Scoundrels, sellouts, and wimps. In this scornful and aptly named section of the book, Fraser takes on liberal Democrats, warmongers, labor misleaders, and feminist defectors. She describes why reforms and compromising with the ruling class will never fix this “outmoded, sadistic, dog-eat-dog system of capitalism.”
Her disdain showed in the article on Geraldine Ferraro’s nomination as Walter Mondale’s presidential running mate in 1984. “Ferraro,” Fraser wrote, “to me is one of a new legion of educated, articulate, shrewd, attractive, smartly attired, and totally unprincipled shills for the bad guys. I would no more vote for her, or any Democrat, than I would for Cleopatra if I were an Egyptian slave. A working woman has got to draw the electoral line somewhere!”
She would say the same of today’s liberal and democratic socialist candidates, both men and women, who call themselves feminist and claim to be representing working folks.
Confidence in the future. In another chapter, “Hail to the Once and Future Soviet Union” written in 1995, Fraser describes the logic and accomplishments of the Russian Revolution, and recognizes the ravages of Stalinism.
Instead of agonizing over the demise of the world’s first workers state, she confidently writes:
“History never follows a straight path. Socialism will overtake the planet when its time comes, just like capitalism did! Many people think the current profit system is as eternal and indestructible as matter/energy, but capitalism took more than a thousand years, and innumerable false starts, to entrench itself. And it too shall pass away, when the global majority is thoroughly sick and tired of being exploited and brutalized.”

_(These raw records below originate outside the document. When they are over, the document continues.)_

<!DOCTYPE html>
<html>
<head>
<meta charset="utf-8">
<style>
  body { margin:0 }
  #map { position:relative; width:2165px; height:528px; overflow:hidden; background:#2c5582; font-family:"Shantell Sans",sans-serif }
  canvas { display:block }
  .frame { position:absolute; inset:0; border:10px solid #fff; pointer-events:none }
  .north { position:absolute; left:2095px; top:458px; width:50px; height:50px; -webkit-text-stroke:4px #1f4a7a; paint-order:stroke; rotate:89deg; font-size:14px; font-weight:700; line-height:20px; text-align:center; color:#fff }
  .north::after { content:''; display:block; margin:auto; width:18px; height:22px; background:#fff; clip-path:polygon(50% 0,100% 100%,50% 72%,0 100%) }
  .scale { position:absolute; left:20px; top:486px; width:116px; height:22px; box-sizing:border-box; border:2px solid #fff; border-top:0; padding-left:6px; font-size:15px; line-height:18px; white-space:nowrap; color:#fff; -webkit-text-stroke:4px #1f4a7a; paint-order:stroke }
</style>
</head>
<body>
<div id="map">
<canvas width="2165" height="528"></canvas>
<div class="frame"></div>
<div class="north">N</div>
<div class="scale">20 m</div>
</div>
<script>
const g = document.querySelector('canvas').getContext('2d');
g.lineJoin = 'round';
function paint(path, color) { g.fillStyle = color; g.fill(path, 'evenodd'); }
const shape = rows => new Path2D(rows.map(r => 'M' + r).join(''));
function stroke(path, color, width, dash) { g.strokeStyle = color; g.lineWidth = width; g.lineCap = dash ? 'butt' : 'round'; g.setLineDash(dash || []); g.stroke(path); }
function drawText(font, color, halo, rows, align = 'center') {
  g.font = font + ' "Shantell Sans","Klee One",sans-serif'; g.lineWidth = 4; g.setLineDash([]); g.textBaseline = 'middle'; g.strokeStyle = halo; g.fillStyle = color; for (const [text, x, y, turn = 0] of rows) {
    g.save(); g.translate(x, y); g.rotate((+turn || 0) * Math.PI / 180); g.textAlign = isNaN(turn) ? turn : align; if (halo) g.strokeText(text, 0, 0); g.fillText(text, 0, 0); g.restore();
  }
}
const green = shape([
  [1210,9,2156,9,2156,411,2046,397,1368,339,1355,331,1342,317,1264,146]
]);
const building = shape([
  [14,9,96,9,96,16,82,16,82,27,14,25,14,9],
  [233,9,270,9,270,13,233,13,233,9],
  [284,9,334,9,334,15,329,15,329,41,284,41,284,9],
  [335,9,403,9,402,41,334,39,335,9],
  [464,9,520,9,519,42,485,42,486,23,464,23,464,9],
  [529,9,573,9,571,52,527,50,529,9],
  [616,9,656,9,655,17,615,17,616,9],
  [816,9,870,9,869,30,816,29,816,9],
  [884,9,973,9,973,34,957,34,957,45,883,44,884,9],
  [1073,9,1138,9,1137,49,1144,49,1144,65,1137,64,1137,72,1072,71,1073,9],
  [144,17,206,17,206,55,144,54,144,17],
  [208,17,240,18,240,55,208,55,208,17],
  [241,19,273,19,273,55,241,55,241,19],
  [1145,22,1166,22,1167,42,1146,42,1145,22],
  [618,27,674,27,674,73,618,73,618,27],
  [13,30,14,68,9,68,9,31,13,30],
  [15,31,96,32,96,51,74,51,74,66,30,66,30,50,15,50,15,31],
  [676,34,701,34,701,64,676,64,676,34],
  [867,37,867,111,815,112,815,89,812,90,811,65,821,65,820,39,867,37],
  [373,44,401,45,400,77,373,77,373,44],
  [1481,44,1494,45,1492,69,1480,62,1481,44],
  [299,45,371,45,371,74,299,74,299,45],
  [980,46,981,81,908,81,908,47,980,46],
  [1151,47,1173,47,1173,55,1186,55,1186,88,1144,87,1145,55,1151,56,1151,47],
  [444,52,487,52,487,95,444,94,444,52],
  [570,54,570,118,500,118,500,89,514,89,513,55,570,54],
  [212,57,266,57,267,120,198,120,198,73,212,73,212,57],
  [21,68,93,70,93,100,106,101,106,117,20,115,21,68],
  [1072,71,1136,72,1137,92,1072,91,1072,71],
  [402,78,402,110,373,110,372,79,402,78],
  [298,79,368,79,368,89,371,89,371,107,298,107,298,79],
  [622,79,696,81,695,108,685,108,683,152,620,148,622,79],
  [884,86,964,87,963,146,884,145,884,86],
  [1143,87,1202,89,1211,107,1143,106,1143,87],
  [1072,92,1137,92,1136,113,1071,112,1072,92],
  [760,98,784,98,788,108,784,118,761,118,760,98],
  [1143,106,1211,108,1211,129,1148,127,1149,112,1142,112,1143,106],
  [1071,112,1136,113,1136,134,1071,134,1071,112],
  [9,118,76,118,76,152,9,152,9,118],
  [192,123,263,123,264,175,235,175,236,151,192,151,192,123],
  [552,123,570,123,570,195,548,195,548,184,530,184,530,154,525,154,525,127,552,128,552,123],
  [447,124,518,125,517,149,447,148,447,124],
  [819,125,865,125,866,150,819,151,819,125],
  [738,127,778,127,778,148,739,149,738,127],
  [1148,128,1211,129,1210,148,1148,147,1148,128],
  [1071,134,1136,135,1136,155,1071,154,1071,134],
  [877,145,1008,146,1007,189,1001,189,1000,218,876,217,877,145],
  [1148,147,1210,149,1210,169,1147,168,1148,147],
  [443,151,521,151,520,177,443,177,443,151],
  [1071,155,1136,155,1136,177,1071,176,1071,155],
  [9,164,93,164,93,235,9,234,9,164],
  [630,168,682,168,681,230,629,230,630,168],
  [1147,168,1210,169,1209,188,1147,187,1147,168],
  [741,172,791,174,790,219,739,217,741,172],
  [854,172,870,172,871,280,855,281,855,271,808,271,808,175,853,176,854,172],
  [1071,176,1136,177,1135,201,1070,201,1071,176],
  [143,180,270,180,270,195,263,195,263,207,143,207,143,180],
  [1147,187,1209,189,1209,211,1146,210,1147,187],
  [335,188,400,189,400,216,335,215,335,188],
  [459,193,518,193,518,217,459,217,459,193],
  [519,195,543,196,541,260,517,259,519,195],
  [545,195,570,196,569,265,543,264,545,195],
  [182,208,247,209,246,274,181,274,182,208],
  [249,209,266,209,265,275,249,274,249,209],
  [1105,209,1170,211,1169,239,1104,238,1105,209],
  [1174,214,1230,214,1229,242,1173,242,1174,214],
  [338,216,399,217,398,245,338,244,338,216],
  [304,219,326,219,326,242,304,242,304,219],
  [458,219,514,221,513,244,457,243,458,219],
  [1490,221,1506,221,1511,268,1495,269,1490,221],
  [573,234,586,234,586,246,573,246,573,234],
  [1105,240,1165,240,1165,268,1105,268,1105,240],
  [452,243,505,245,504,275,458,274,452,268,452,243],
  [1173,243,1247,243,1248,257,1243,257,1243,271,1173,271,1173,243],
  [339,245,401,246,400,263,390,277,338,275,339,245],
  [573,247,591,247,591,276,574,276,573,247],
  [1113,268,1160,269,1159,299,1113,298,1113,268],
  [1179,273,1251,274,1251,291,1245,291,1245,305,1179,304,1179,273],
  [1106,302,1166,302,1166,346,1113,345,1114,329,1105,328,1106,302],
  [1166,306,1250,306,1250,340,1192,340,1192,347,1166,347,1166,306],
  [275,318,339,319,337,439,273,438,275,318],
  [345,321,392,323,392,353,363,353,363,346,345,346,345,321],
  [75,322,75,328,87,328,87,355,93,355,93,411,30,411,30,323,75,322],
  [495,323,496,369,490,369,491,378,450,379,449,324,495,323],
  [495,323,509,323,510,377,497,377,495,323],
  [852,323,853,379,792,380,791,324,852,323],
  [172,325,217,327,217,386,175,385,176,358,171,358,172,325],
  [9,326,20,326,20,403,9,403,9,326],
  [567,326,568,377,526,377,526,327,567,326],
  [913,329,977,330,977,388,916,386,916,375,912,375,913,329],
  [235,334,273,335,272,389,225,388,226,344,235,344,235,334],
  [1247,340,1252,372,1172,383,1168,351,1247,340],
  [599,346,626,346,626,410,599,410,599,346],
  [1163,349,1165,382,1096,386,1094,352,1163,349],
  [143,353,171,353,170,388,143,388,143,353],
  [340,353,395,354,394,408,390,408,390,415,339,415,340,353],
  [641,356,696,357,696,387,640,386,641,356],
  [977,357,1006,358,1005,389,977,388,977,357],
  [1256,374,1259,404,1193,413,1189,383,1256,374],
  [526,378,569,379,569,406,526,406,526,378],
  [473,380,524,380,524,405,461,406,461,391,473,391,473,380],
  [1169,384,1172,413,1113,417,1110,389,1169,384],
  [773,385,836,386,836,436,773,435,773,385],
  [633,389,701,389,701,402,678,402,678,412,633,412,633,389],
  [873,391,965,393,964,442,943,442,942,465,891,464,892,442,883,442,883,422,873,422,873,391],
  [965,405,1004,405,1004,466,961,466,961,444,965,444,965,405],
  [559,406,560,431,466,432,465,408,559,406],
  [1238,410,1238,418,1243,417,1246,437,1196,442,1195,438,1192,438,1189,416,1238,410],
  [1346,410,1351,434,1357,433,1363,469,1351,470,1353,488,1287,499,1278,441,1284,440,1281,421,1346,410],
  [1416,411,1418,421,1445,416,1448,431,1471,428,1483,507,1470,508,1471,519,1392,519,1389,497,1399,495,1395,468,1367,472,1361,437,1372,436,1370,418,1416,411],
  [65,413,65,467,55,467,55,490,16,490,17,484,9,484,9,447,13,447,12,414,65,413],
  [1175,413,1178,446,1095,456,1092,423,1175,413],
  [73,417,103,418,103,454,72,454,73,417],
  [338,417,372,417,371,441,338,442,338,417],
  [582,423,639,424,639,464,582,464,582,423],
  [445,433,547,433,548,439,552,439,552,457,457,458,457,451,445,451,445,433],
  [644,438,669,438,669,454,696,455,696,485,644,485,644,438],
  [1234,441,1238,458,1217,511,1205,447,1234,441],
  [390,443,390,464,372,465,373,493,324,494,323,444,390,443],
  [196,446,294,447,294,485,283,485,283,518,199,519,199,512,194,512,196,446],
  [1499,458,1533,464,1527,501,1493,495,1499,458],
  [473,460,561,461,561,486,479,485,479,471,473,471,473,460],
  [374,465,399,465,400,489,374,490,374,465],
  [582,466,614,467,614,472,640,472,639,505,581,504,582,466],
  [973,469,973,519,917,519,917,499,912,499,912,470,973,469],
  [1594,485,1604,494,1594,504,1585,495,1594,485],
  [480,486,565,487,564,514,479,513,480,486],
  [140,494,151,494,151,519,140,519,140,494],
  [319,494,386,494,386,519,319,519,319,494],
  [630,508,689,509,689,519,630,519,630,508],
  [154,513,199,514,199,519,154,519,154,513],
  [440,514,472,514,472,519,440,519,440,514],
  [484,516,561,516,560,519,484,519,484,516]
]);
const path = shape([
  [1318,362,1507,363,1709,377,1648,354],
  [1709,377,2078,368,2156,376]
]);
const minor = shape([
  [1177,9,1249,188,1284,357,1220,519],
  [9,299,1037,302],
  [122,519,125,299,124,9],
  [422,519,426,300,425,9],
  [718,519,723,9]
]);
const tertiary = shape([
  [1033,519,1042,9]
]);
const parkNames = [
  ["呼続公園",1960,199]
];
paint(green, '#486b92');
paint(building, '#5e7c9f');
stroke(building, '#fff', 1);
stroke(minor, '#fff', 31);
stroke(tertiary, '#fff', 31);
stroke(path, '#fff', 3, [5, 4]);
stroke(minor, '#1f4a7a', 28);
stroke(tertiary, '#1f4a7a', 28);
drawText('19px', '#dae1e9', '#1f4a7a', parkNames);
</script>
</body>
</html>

Now, years later (Fraser died in 1998), her predictions are being borne out. The growing brutality of the profit system is being confronted by increasing uprisings against austerity, expanding fights for the rights of the exploited, and spreading labor uprisings. Capitalism is collapsing in on itself. Socialism is discussed publicly. And in spite of the sectarianism and breakups of some leftist parties, the arc of history is moving toward a humane, socialist future.
Radical optimism. What gave Fraser her bracing confidence in the future of socialism, after all the battles she lived through? It came from the solid scientific and economic theories of Marx, Engels, Trotsky and other great thinkers. It came from the communal comfort, criticism, and support of comrades in the Freedom Socialist Party, and from fighting alongside sisters in Radical Women and so many militant coworkers. It came from evaluating and learning from any setbacks, and celebrating the victories.
“We will confidently nourish our radical optimism by revering the memory of Lenin and Trotsky’s Bolshevik Party, which conceived and executed one helluva revolution in a stultified, backward country, and by continuing to adapt that party’s electrifying principles to the here-and-now.”
Reading Revolution, She Wrote explains, with attitude, the forces at work in the world and reveals what a thrilling and fulfilled life can be had fighting for a better future for all. “So fear and tremble not. The battle is not only not over — it’s barely been joined. And the momentum of history, like the logic of science, is on our side.”